By performing ChIP-seq for H3K4me2 and H3K4me3, we profiled at high resolution the changes in nucleosome occupancy that occur at enhancers in a human prostate cancer cell line in response to androgen stimulation. Analysis of nucleosome occupancy near AR and FoxA1 binding sites revealed a striking pattern of nucleosome stabilization in a pair of nucleosomes flanking the binding site and elimination of a nucleosome at the site itself.

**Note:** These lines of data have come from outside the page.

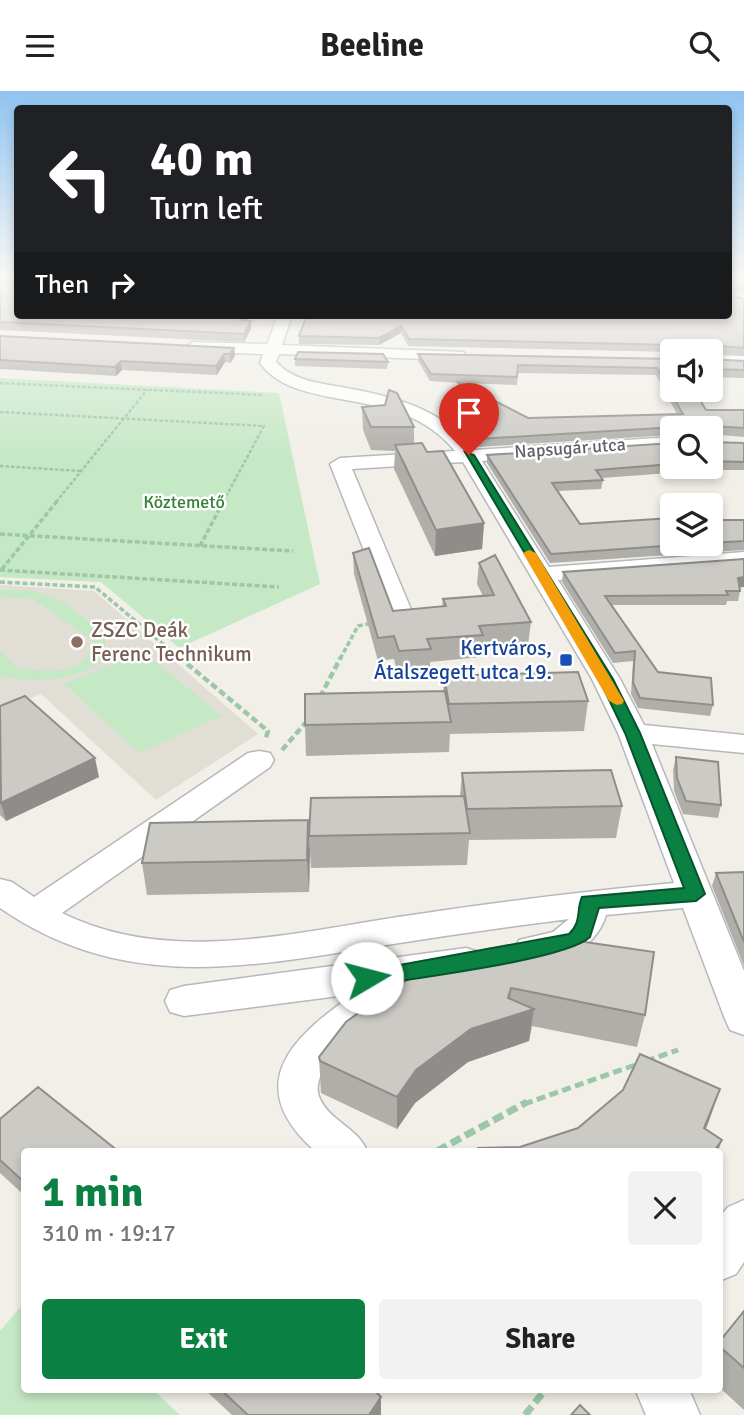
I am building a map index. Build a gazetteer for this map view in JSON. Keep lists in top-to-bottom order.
{
  "streets": {
    "street": ["Napsugár utca"]
  },
  "parks": ["Köztemető"],
  "places": {
    "other": ["ZSZC Deák Ferenc Technikum"],
    "transit": ["Kertváros, Átalszegett utca 19."]
  },
  "page": {
    "header": "Beeline",
    "turn": ["40 m", "Turn left"],
    "then": "Then",
    "heading": ["1 min", "310 m · 19:17"],
    "buttons": ["Exit", "Share"]
  }
}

We found several intrinsic characteristics of the middle nucleosome that distinguish it from the flanking ones, its sequence is more evolutionarily conserved and has a higher A/T content, while its histone octamer is more likely to contain the H2A.Z histone variant. This suggests that it may be intrinsically less stable than the flanking nucleosomes. Thus the apparent differences in nucleosome stability may be the result of the combination of DNA sequence, histone octamer composition and transcription factor binding. We developed a novel quantitative model and scoring function, the NSD score, that correctly identified not only the sites of AR binding but also allowed the prediction of the binding of other factors including NKX3.1 and Oct1 that mediate secondary transcriptional responses. Thus this model defines the characteristic pattern of nucleosome occupancy changes associated with enhancers and can be used to infer dynamic TF binding events that occur when a cell population transitions between states.